In 1635, Gwyn petitioned King Charles I for ownership of the island and in 1640 was given 1000 acre. Gwyn built a log cabin and named the area "Gwynnville" [sic].

By December 1635, Gwynn had patented 1000 acres of land on the Piankatank River (a tributary of the York River) in what was then Charles River Shire, but which in his lifetime became York County, then Gloucester County and after the Revolutionary War (more than a century after his death), Mathews County, Virginia). He expanded his acreage by 1700 acres in 1642, based on headrights (persons he had financially helped emigrate) including Mrs. Ann Gwynn and Christopher and Eliza Higginson. In 1652 he patented land close to Milford Haven Creek, and also owned land in Stafford County (in the Northern Neck of Virginia) that his son John would sell in 1689.
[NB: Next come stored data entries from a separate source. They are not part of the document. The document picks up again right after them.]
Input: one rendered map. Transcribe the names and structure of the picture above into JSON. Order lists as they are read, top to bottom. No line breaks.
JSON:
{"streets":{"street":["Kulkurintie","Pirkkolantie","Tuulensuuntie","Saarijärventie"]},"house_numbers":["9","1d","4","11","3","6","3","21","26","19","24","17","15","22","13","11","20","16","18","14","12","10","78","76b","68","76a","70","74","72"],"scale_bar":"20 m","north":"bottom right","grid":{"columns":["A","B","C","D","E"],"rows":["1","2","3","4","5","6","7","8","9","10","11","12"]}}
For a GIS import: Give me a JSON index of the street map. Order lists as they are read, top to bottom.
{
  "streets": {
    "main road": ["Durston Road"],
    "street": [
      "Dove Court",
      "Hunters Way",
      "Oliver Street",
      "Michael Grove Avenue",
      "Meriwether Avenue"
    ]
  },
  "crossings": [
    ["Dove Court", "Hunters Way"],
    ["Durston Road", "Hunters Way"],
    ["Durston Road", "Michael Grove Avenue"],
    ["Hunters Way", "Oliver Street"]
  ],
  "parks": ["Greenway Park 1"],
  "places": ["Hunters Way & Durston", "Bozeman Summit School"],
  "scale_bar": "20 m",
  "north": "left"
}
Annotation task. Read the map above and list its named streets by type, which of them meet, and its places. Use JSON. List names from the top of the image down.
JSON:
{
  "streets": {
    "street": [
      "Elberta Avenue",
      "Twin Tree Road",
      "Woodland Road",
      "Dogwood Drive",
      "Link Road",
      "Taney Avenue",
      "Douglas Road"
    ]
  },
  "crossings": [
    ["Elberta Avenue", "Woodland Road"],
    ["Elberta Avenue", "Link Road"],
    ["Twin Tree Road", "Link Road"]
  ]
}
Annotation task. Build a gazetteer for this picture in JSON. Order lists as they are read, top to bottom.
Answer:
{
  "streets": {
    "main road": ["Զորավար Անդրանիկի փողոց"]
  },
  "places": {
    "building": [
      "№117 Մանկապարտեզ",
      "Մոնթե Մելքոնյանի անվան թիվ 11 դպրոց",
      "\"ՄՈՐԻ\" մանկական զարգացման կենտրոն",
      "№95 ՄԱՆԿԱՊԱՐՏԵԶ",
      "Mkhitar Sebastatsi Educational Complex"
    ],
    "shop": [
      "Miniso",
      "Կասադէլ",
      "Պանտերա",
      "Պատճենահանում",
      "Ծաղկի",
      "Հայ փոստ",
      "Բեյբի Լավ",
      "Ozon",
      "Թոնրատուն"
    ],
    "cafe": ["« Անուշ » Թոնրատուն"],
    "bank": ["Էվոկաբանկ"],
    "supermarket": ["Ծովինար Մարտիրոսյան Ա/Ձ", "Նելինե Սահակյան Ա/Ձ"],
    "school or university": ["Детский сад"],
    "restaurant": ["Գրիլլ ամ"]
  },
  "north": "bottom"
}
Charles River Shire voters elected Gwynn, Peregrine Bland and probably William [Pryor] to represent them (part-time) in the Virginia House of Burgesses for the 1640 session, but elected three other men (George Ludlowe, Richard Townsend and George Worleigh) for the 1642 session, all of whom signed a Declaration against the Virginia Company. Five years later, after that shire was reconstituted as York County, its voters elected Gwynn and William Luddington as their representatives in the 1646 session, but again re-elected neither man. Gwynn also served as justice of the peace for York County beginning in 1641 (the justices jointly governing counties in that era). When Gloucester County was created from the increasingly settled area of York County north of the York River (including Gwynne's Island), its voters elected Gwyn and Francis Willis as their representatives to both 1652 legislative sessions, but re-elected neither man.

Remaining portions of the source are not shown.